Passing the pharmacy on my afternoon walk, I wondered how many of the customers wear masks, in accord with state and city directives. So I set up a surveillance post under a shady tree near the entrance and watched. Of the next 25 people who entered the pharmacy, 22 were wearing masks, 3 were not.
That’s better than I’d expected. I told my wife and daughter about my study and asked them to guess the results: they guessed 10 and 9 mask-wearers, respectively.
Who were the three non-masked customers?
A white man, early 30s, snappily dressed. Early in my field research I’d seen him leave the store unmasked, but since he’d gone in prior to my starting the survey I hadn’t counted him in my tally. He was vigorously rubbing his nose and mouth as he walked out of the store, so I wondered if maybe he’d taken his mask off just as he was leaving because it irritated him. He headed back to his big gunmetal-gray Jeep Wrangler where he smoked a cigarette, after which he returned to the store, still unmasked. He hadn’t yet exited by the time I left — maybe it was his self-appointed job to hang around inside, unmasked, exposing the other customers to whatever was irritating his respiratory tract, but he’d needed a smoke break.

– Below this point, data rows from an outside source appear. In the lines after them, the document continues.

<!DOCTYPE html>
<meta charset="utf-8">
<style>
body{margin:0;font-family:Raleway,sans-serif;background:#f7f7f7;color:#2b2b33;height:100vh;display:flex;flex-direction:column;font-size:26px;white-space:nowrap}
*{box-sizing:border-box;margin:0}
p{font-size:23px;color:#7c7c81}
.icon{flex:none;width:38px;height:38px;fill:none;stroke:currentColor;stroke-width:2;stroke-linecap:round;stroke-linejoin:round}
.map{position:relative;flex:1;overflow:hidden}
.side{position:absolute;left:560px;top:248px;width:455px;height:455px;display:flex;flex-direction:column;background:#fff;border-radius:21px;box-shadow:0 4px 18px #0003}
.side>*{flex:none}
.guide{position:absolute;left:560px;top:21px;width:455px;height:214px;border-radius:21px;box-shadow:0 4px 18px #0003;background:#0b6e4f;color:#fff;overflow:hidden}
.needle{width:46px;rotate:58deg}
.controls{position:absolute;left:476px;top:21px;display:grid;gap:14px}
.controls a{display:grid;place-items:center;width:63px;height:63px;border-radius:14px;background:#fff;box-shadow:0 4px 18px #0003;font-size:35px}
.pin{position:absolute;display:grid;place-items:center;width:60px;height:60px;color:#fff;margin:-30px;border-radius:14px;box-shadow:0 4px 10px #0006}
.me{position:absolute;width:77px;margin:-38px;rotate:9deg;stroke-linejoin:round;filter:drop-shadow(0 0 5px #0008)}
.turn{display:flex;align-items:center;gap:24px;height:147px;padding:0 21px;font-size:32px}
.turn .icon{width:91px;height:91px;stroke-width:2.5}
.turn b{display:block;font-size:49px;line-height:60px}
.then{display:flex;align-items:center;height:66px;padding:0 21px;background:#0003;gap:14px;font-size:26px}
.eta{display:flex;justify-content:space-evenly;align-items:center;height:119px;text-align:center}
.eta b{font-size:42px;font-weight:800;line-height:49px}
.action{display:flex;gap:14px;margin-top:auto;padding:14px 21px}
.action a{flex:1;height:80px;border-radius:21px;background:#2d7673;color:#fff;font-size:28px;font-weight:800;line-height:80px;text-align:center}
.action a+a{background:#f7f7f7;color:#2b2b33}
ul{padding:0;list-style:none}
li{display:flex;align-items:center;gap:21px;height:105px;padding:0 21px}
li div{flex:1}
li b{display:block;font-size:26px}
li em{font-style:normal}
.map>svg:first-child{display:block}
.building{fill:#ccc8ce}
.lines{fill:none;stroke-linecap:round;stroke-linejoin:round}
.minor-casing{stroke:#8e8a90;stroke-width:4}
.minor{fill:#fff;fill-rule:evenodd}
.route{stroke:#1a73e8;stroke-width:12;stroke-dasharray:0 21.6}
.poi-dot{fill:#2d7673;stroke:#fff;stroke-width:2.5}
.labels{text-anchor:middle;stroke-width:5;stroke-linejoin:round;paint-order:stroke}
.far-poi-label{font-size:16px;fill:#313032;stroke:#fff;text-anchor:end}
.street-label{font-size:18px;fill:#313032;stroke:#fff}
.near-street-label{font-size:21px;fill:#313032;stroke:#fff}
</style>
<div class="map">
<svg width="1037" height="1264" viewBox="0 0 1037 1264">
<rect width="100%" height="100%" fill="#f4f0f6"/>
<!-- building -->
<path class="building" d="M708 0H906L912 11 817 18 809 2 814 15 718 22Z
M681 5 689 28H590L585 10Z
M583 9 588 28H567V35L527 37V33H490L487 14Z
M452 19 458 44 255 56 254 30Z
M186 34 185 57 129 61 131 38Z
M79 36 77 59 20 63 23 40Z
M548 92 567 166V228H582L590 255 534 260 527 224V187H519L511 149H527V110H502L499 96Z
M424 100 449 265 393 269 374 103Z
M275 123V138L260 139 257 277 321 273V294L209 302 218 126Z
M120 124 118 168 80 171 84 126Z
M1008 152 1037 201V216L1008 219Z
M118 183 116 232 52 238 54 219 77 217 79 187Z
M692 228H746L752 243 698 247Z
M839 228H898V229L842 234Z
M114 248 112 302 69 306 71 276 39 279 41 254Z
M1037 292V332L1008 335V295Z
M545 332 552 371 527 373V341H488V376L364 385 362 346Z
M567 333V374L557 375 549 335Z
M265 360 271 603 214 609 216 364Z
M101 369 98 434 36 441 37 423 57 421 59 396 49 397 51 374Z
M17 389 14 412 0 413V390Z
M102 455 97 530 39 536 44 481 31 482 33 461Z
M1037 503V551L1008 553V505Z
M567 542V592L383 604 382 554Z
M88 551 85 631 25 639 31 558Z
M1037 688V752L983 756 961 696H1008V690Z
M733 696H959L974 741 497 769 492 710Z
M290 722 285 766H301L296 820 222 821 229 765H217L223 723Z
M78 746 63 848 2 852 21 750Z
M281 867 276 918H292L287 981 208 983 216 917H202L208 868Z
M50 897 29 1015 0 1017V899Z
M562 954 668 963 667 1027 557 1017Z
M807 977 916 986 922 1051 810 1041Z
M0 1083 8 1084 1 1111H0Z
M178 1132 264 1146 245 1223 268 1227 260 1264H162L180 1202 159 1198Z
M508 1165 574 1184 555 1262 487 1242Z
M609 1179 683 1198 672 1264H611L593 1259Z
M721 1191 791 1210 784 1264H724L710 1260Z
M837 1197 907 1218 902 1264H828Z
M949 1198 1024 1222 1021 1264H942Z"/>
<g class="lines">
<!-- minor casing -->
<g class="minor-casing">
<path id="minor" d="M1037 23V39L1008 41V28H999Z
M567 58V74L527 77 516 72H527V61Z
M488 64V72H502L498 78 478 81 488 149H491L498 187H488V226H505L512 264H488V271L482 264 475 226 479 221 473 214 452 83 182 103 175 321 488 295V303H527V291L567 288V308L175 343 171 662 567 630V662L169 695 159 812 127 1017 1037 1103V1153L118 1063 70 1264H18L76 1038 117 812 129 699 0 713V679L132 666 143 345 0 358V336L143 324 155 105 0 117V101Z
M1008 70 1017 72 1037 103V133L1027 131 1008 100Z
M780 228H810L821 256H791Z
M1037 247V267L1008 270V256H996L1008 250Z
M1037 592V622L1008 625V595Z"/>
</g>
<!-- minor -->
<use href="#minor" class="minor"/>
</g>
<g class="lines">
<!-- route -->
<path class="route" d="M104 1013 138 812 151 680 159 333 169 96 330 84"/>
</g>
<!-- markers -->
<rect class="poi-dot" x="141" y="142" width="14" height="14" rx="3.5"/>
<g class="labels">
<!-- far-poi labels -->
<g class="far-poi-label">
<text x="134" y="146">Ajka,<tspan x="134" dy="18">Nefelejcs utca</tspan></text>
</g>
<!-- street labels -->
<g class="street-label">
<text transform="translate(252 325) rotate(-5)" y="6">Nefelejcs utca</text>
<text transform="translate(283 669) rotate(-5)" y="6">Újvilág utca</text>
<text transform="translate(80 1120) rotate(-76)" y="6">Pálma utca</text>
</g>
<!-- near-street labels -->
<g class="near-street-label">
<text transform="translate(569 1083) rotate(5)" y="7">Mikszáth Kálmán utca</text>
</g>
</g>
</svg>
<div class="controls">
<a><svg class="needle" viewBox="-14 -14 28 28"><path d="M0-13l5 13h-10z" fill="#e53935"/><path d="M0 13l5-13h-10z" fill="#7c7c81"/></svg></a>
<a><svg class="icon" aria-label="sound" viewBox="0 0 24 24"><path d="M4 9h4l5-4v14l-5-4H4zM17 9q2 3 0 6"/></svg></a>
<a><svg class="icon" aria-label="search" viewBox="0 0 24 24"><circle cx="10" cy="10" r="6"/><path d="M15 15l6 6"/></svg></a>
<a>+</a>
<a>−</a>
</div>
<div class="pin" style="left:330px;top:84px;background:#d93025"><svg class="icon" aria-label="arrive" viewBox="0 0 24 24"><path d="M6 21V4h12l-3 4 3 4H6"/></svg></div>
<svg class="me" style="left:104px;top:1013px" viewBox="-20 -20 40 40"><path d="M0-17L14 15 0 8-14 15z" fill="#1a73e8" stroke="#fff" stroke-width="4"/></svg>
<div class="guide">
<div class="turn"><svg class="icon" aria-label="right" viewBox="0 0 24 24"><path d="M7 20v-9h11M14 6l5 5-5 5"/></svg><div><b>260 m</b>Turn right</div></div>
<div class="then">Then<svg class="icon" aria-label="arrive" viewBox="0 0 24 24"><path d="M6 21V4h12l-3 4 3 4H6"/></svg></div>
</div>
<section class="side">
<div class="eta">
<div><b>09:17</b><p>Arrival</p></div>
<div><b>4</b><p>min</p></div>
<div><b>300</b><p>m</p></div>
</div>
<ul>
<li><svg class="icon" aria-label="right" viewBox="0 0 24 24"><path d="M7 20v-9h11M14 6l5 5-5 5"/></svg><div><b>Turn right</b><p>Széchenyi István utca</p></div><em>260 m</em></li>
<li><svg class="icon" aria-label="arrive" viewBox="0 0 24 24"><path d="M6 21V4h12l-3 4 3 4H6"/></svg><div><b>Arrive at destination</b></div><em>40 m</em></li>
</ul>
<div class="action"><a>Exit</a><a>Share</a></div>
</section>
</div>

A white man, around 50, casually dressed. He’d backed his van into a parking space very near my surveillance post, so I could give the rear end of the vehicle a good once-over: A cooling service van, maybe ten years old, Georgia tags, on the rear window a big decal of a modified Gadsden flag, the coiled rattlesnake and the “Don’t Tread On Me” motto backgrounded by an elongated yellow skull. He was still in the store when I finished my survey several minutes later.
A black man, mid 40s, casually dressed, driving a minivan. He exited the pharmacy maybe 2 minutes after he’d entered and drove away.